Negli ultimi tempi aggirandosi tra gli scaffali di un supermercato, a chi non è capitato di imbattersi in almeno un pacco di biscotti o di fette biscottate o una confezione di pasta con su l’indicazione con “grani antichi”? Sapete di che si tratta?

Cosa sono

L’espressione grani antichi è poco rigorosa dal punto di vista terminologico, ma è ormai di uso comune. Si riferisce a quelle varietà che non hanno subito mutazioni genetiche mirate ad aumentare la resa e la forza del glutine. Sono rimasti immutati dagli anni ‘50, mantenendo le proprietà dei grani più antichi. I grani antichi sono frumenti domesticati, scelti e coltivati dai nostri nonni attraverso una lunga selezione o per mezzo di incroci. Hanno una resa minore rispetto ai grani “mutati” e non richiedono fertilizzanti né diserbanti.

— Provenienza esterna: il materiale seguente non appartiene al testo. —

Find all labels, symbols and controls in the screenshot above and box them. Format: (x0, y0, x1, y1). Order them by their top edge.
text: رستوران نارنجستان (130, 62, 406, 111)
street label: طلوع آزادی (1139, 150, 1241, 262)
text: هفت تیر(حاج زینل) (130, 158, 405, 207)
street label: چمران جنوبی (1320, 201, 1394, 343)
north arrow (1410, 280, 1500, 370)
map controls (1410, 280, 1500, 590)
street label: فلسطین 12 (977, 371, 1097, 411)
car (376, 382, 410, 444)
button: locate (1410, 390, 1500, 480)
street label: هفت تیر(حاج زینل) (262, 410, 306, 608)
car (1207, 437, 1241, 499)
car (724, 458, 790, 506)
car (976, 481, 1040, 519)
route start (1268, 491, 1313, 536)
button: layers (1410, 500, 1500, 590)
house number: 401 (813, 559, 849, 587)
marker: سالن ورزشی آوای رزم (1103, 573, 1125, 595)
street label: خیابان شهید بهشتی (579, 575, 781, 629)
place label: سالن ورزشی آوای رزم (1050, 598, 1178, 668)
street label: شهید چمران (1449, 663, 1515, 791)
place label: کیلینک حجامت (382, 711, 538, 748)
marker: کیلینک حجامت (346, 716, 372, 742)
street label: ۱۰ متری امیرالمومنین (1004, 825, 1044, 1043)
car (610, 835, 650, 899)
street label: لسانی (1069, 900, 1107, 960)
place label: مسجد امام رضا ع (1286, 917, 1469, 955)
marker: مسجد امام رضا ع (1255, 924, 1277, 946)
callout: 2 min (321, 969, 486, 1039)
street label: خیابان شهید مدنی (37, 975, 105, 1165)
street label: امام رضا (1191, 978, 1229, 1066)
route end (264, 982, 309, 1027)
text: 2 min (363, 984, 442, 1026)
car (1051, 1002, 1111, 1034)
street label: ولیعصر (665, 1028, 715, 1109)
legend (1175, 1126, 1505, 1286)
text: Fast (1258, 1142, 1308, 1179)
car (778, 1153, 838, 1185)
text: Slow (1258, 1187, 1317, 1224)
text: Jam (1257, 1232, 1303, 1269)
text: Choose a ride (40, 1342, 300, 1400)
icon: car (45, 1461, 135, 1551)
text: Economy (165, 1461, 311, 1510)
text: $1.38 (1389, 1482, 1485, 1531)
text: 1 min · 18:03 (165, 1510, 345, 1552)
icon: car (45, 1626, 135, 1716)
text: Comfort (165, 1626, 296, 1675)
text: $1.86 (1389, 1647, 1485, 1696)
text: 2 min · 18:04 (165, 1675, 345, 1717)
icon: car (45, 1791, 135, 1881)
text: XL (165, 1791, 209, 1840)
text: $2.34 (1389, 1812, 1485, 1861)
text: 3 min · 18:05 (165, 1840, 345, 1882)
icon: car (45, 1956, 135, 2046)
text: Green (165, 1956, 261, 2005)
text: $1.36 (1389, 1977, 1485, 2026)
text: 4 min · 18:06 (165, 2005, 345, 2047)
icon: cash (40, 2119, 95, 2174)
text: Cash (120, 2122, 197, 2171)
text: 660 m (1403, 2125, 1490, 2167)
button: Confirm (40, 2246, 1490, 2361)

Questo li rende più digeribili, grazie ad una composizione proteica più facilmente assimilabile rispetto ai grani moderni.

La storia

I grani antichi devono la nascita alla cosiddetta “Battaglia del grano”, una campagna lanciata negli anni venti dallo stato per perseguire l’autosufficienza produttiva. Sono così iniziati una serie di esperimenti per migliorare sul campo le diverse varietà attraverso selezioni e incroci. Campione assoluto di questa stagione è stato il geniale agronomo Nazareno Strampelli, padre del grano duro Senatore Cappelli e del grano tenero Mentana, sicuramente i due risultati migliori delle sue ricerche, ma anche di una grande quantità di altri grani.

5 motivi per consumarli:

1) NON HANNO SUBITO ALTERAZIONI

I grani antichi non sono stati rimaneggiati geneticamente dall’uomo. Le loro spighe solo alte con sfumature scure e chicchi irregolari. Non vengono lavorati a livello intensivo.

2) HANNO MENO GLUTINE

La modificazione del grano moderno ha fatto sì che esso diventasse molto più ricco di glutine, con tutti gli svantaggi che ciò comporta per il nostro organismo. I grani antichi, invece, mantengono un rapporto più equilibrato tra presenza di amido e presenza di glutine.

3) SONO PIÙ LEGGERI

La minore presenza di glutine all’interno dei grani antichi rende la farina da loro prodotta e di conseguenza tutti i prodotti che vi si possono ricavare, molto leggeri.

4) UN GUSTO UNICO

I grani antichi hanno sfumature di odori e sapori delle vecchie preparazioni. Inoltre, essendo il più delle volte frutto di piccole produzioni agricole, sono di qualità pregiata.

5) DALLA PARTE DEI PICCOLI PRODUTTORI

La riscoperta dei grani antichi è merito soprattutto dei piccoli produttori agricoli che si dedicano con passione alla coltivazione e ricerca dei grani di qualità.